Je m’amarrai à l’embarcadère privé, près de la pointe est de la baie. Le Lorraine était équipé d’une toile goudronnée pour protéger son pont, et il me fallut quelques minutes pour comprendre comment la fixer, tant attaches et mousquetons y étaient nombreux. Hemingway connaissait le propriétaire de cet embarcadère et de la cabane de pêcheur qui y était bâtie, et le vieil homme m’assura que le beau bateau serait là le lendemain, quand nous viendrions le chercher. Je lui transmis le meilleur souvenir du señor Hemingway et lui donnai un dollar. Juan et la Lincoln finirent par se montrer, et le trajet de retour se déroula dans un silence que seuls brisaient les grondements du tonnerre.

Maria était tout excitée de me voir, tout excitée par l’aventure qui l’attendait le lendemain, et surtout excitée par la conversation qu’elle avait eue avec le señor Hemingway lors du déjeuner. L’écrivain venait de partir à Cojimar, pour aller chercher ses fils et ses potes, et Maria et moi avons partagé un dîner léger au cottage « Premier Choix » tout en contemplant les éclairs de chaleur qui zébraient le ciel à l’ouest. En dépit de son excitation, elle avoua qu’elle redoutait toujours le retour de Maldonado, et elle sursautait à chaque coup de tonnerre. Quand la vaisselle fut faite et les lanternes allumées, elle se dirigea vers la porte. « Où vas-tu, Maria ?

— Me promener, comme tous les soirs, José.

— Tu n’as pas peur de Caballo Loco ? »

Elle me sourit, mais jeta un regard inquiet vers la cour plongée dans les ténèbres.

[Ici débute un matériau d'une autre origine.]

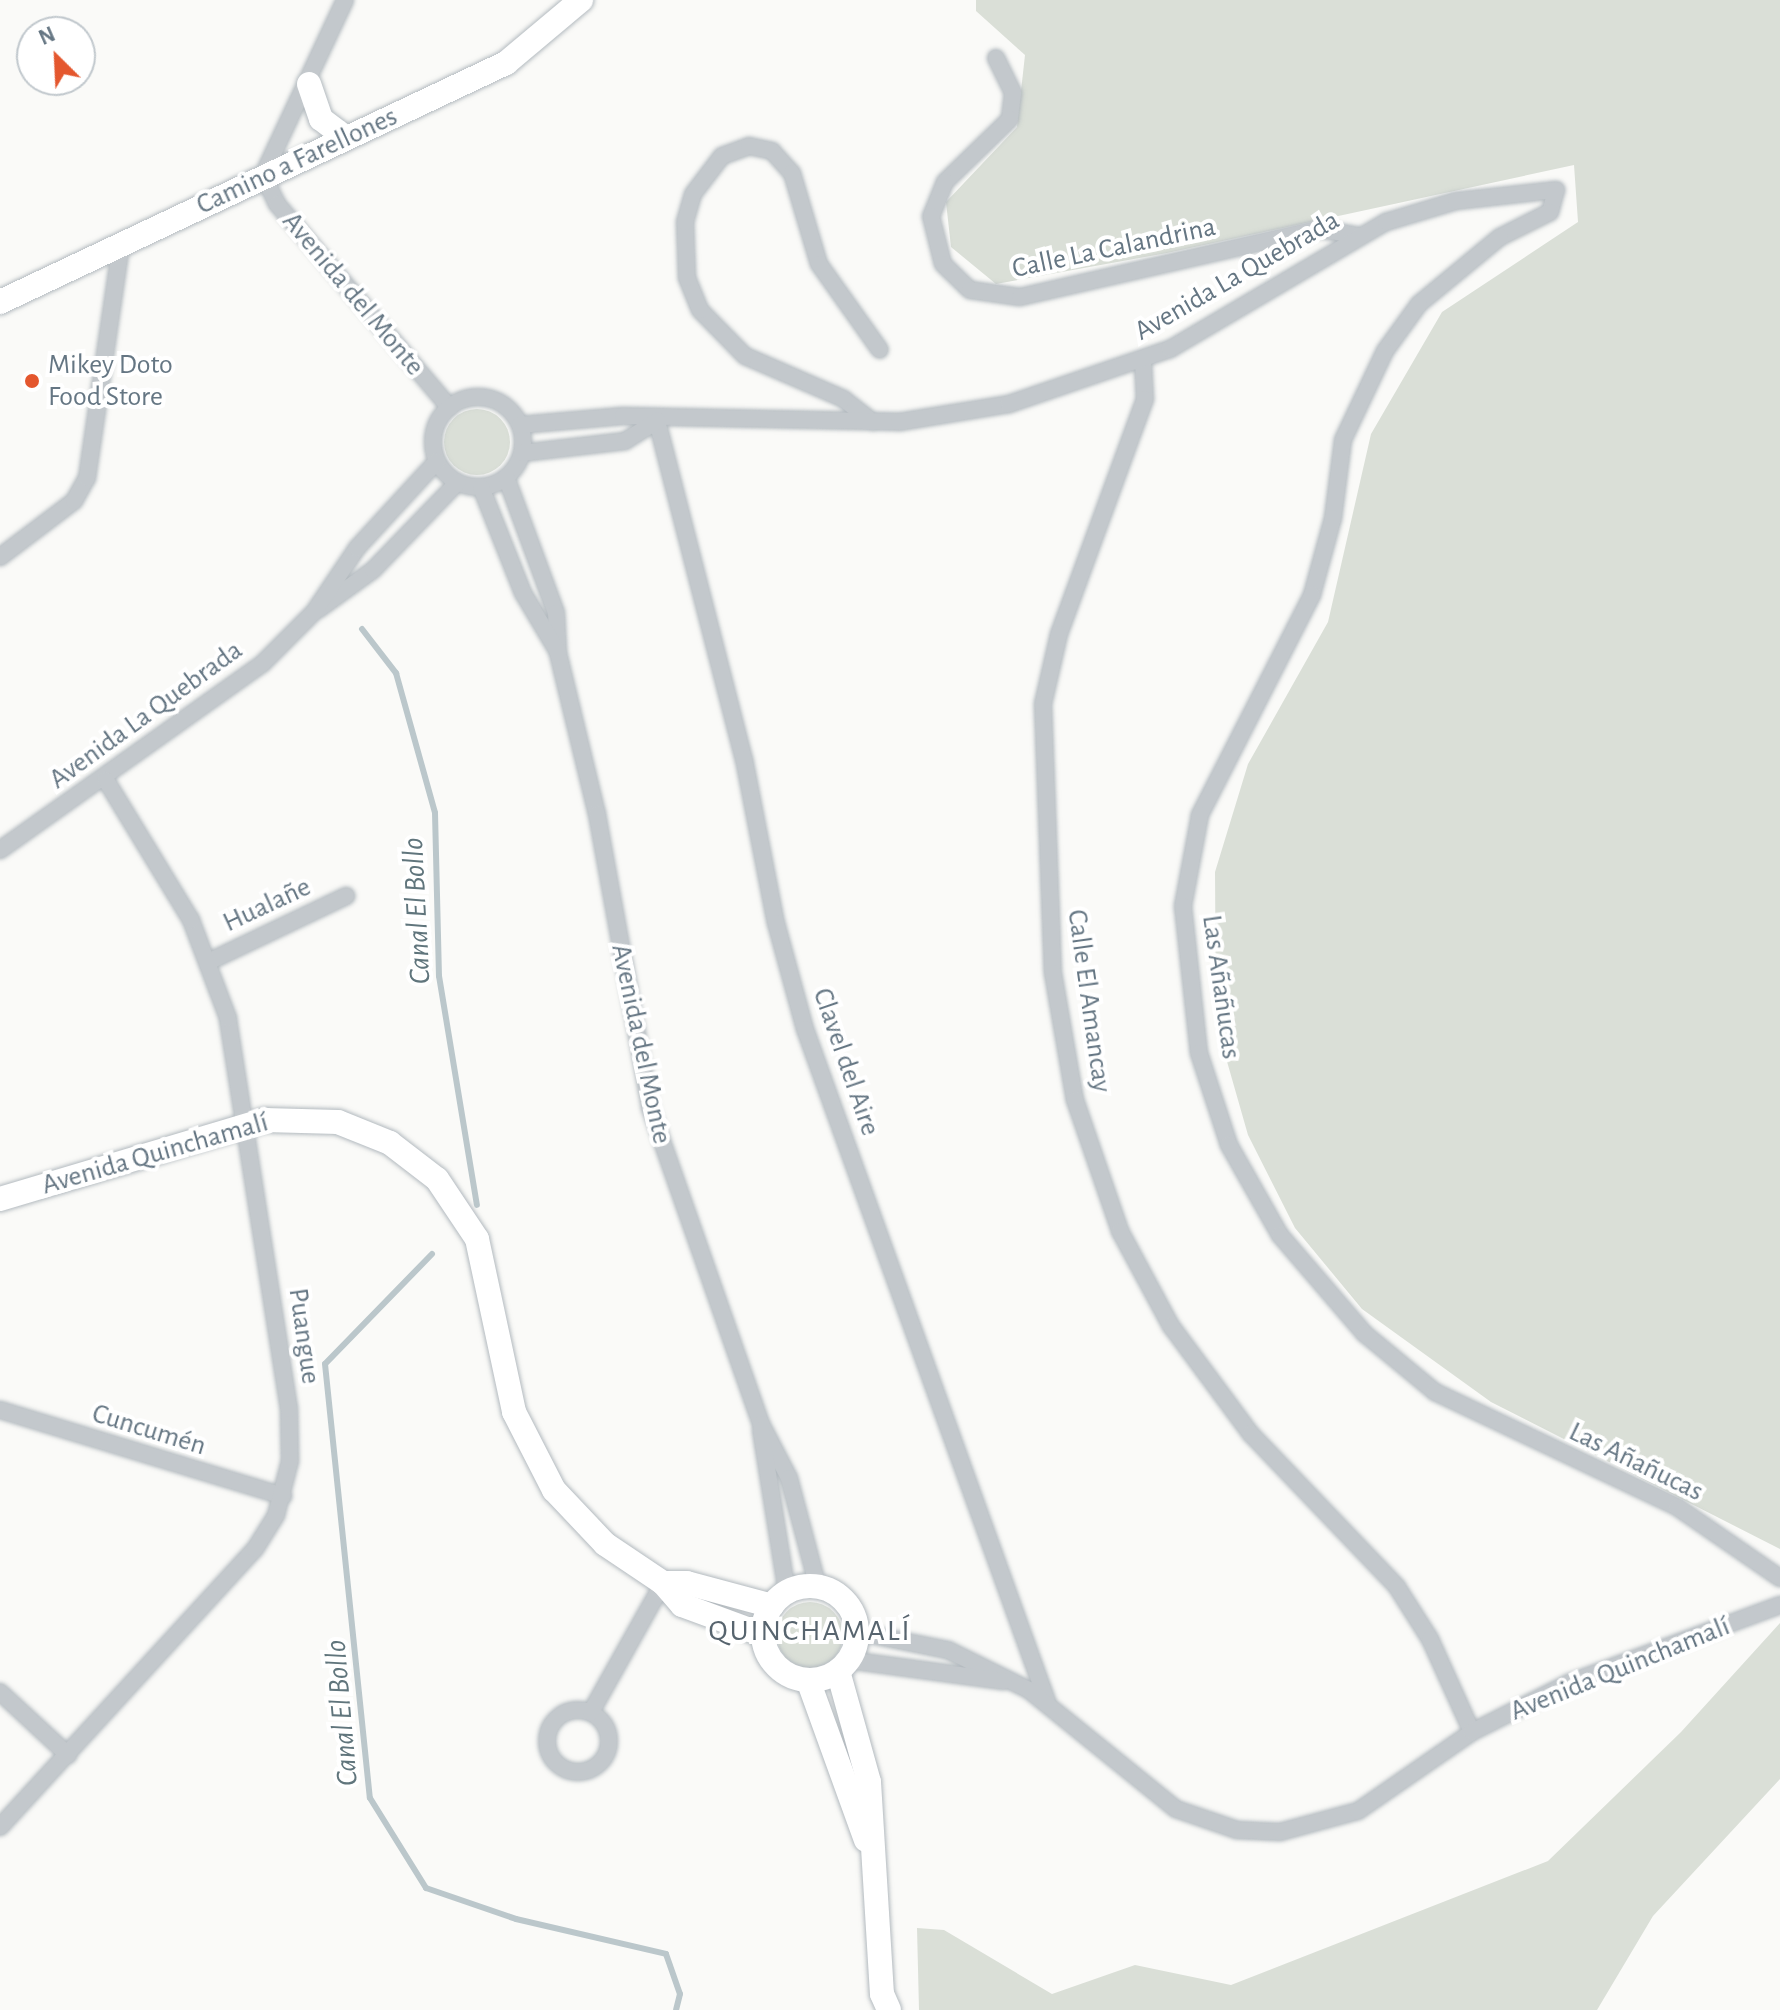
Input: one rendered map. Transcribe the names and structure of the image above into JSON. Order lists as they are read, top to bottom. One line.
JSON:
{"streets":{"street":["Camino a Farellones","Calle La Calandrina","Avenida La Quebrada","Avenida del Monte","Hualañe","Las Añañucas","Calle El Amancay","Clavel del Aire","Avenida Quinchamalí","Puangue","Cuncumén"]},"crossings":[["Camino a Farellones","Avenida del Monte"],["Calle La Calandrina","Avenida La Quebrada"],["Avenida La Quebrada","Avenida del Monte"],["Avenida La Quebrada","Las Añañucas"],["Avenida La Quebrada","Calle El Amancay"],["Avenida La Quebrada","Clavel del Aire"],["Avenida La Quebrada","Puangue"],["Avenida del Monte","Avenida Quinchamalí"],["Hualañe","Puangue"],["Calle El Amancay","Avenida Quinchamalí"],["Clavel del Aire","Avenida Quinchamalí"],["Avenida Quinchamalí","Puangue"],["Puangue","Cuncumén"]],"districts":["QUINCHAMALÍ"],"water":["Canal El Bollo"],"places":["Mikey Doto Food Store"],"north":"top left"}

« Et puis, repris-je, il n’y a pas mieux à faire qu’une promenade ? Il y a des chances pour que nous ne soyons jamais seuls durant les prochains jours. »

Maria ouvrit de grands yeux étonnés. En général, c’était toujours elle qui prenait l’initiative. « José », chuchota-t-elle.

J’allai jusqu’à elle, refermai la porte, et la soulevai dans mes bras pour la conduire à nos matelas.